Nanoparticles become recognizable to the cells of the mononuclear phagocyte system (MPS), and are subsequently cleared from circulation by phagocytosis, through a process called opsonization. An opsonin is a proteinaceous molecule that acts as a binding enhancer for the process of phagocytosis. Phagocytic cells express receptors that bind opsonin molecules.
Uptake of nanoparticles in a macrophage cell. (Reprinted with permission from Institute of Physics Publishing)
In order to improve the in vivo survival rate of nanoparticles, researchers are therefore trying to engineer a long circulating nanocarrier with a surface that can avoid opsonin adsorption and the subsequent clearance from the body by phagocytic cells.
Dr. Michael V. Pishko, Professor of Chemical Engineering and Materials Science and Engineering at Penn State, explained the background of his group's research into nanoparticulate drug delivery to Nanowerk: "It has been established that the physicochemical characteristics of a polymeric nanoparticle such as surface charge, size, functional groups, and hydrophilicity can affect its uptake by the cells of the MPS. Previously, it was suggested that a long-circulating, "stealth" carrier could be designed by incorporating hydrophilic polymers on the surface of the polymeric carrier."
It was found that a neutral and hydrophilic surface can lead to a longer half-life in the blood circulation.
"In particular, nanoparticles whose surfaces were modified by the incorporation of poly(ethylene glycol) (PEG) during nanoparticle formulation have illustrated a decreased uptake by cells of the MPS and an increased circulation time to effectively target diseased cells" says Pishko.
PEG molecules on the surface of a polymeric nanoparticle can reduce the adsorption of opsonins and other serum proteins by a mechanism known as the "steric repulsion effect". It has been hypothesized that PEG molecules on the surface of a nanoparticle will form a dynamic molecular "cloud" over the particle surface. This cloud of mobile and flexible PEG molecules imparts a repulsive effect by which it is energetically unfavorable for proteins to adsorb to PEG molecules.
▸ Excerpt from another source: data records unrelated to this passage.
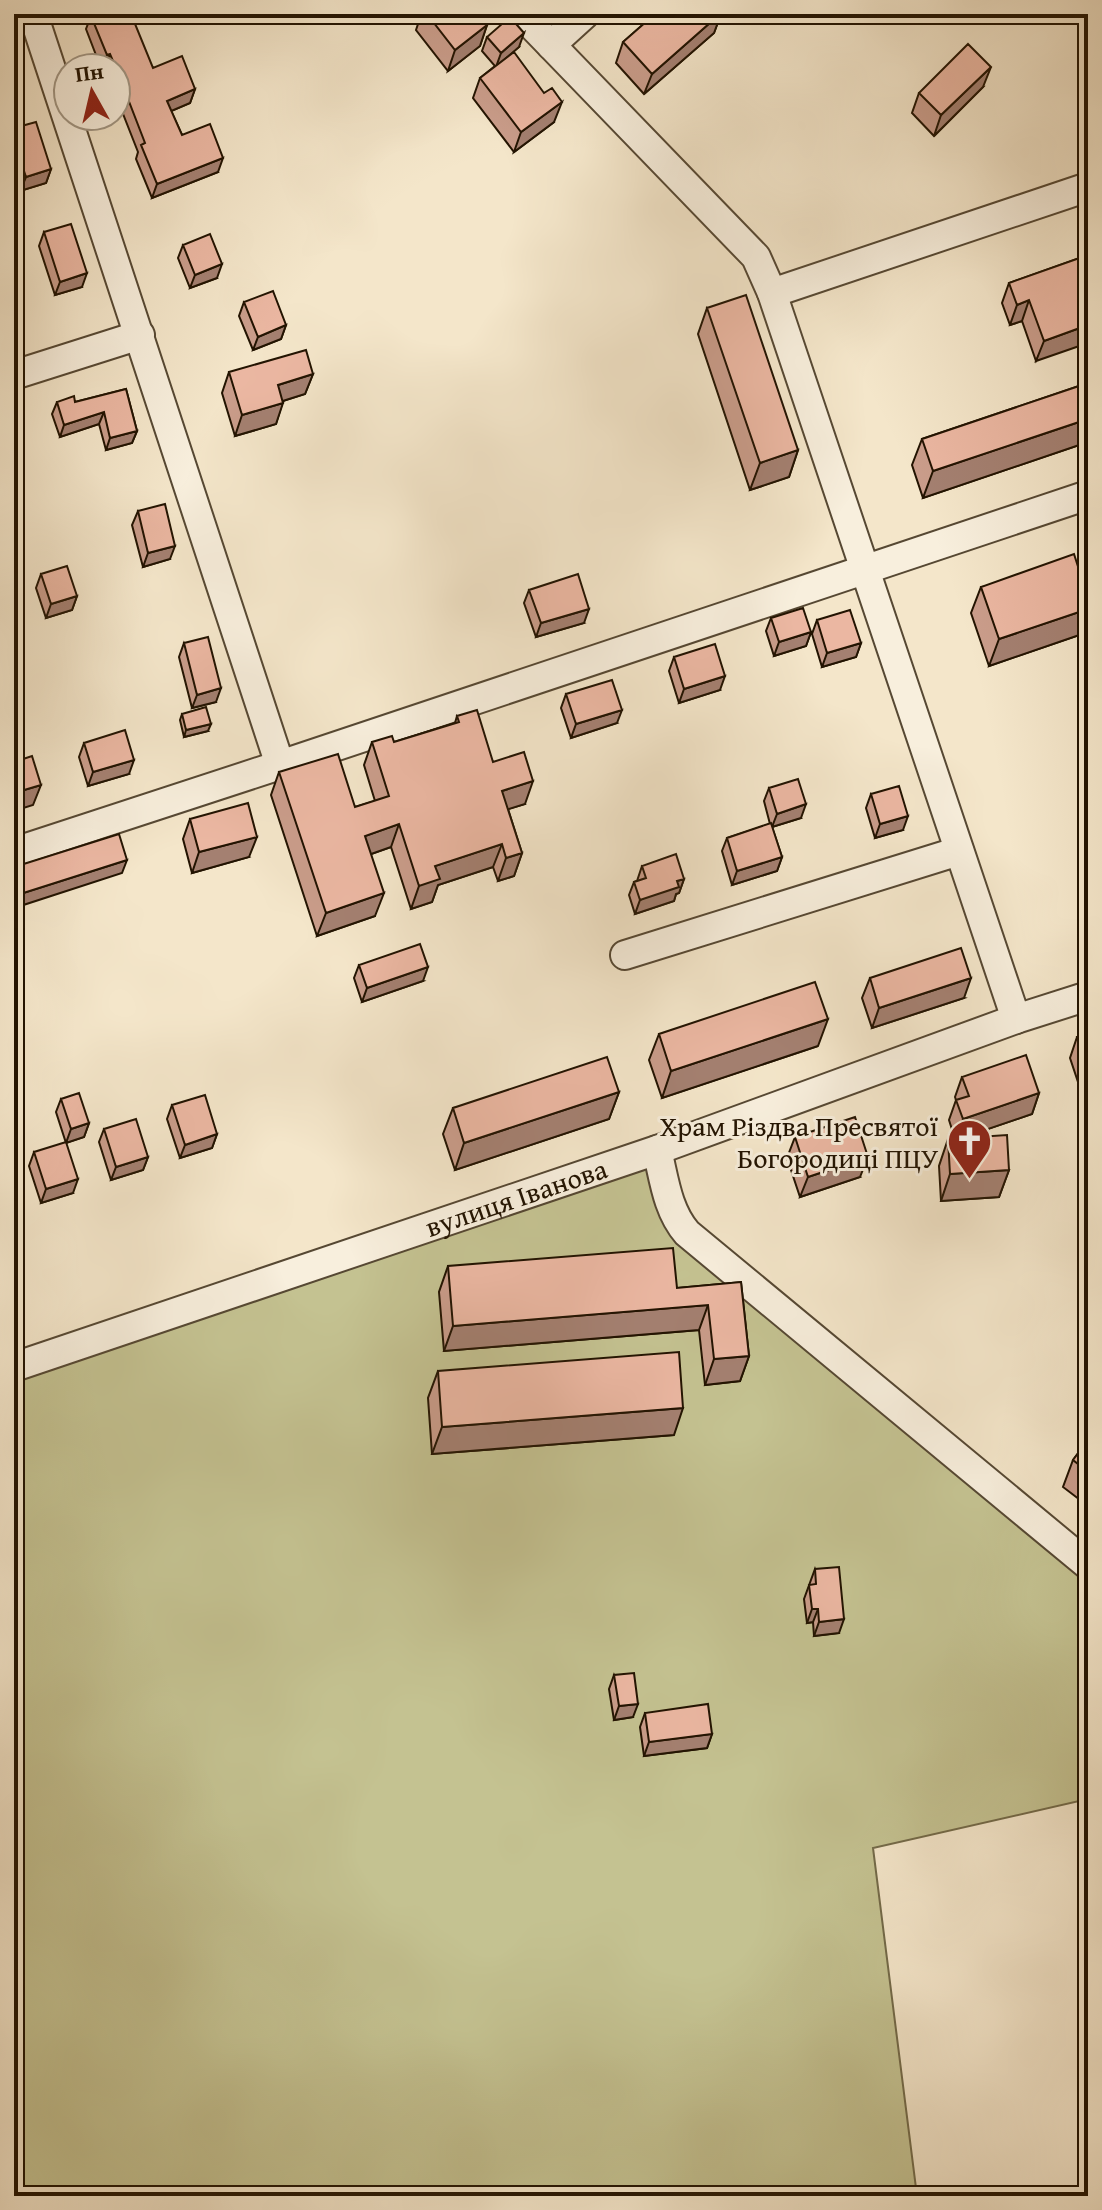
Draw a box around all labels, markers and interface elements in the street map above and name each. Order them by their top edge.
north arrow [52,52,132,132]
text: Пн [73,54,105,90]
place label: Храм Різдва Пресвятої Богородиці ПЦУ [660,1105,939,1178]
church icon: Храм Різдва Пресвятої Богородиці ПЦУ [945,1118,993,1181]
street label: вулиця Іванова [420,1147,613,1247]

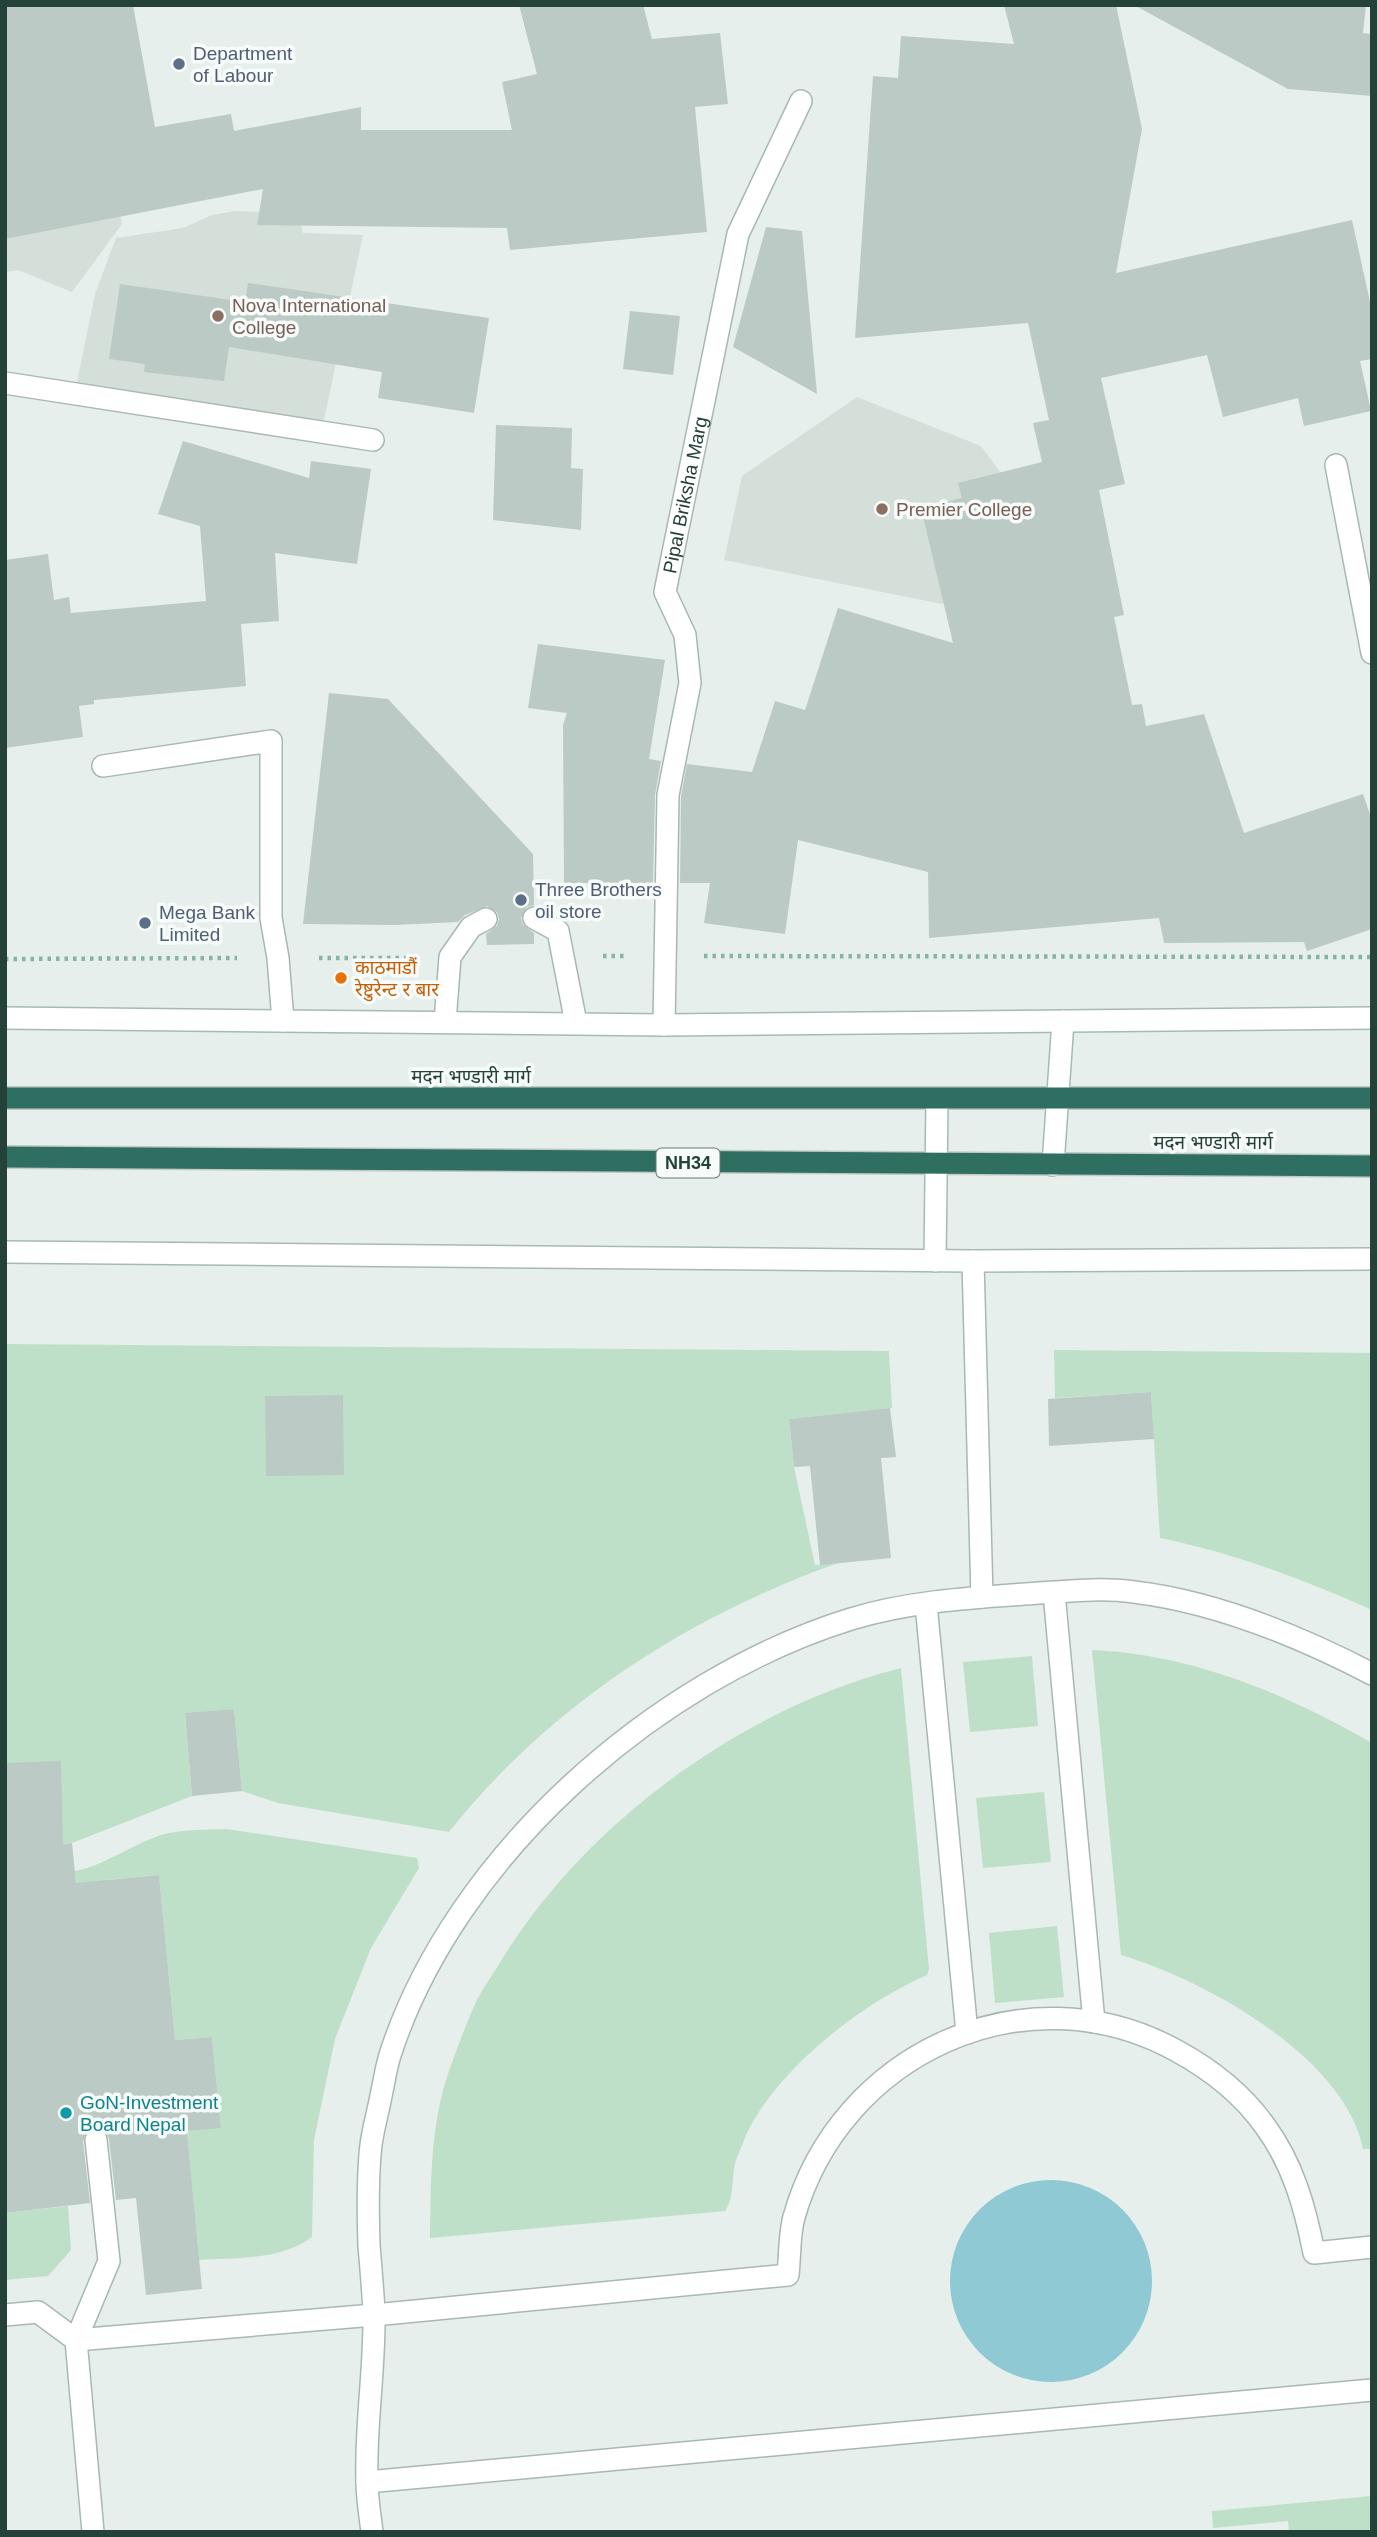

"For our study, we used a layer-by-layer (LbL) assembly process to produce core-shell polymeric nanoparticles where fluorescent nanobeads (to simulate a solid drug core) were encapsulated in macromolecular nanoshells" explains Pishko. "The nanoshell composed of multilayered polyelectrolytes was modified with PEG of varying molecular weights (either 2000, 5000, or 20 000 Da) to form a hydrophilic and long-circulating nanoparticle."
The researchers determined a relationship between uptake and physicochemical properties including surface charge and the hydrophilicity of the core-shell nanoparticles.
"We were able to determine that a low negative to neutral and hydrophilic nanoshell can reduce uptake of coreshell
nanoparticles in vitro" Pishko concludes.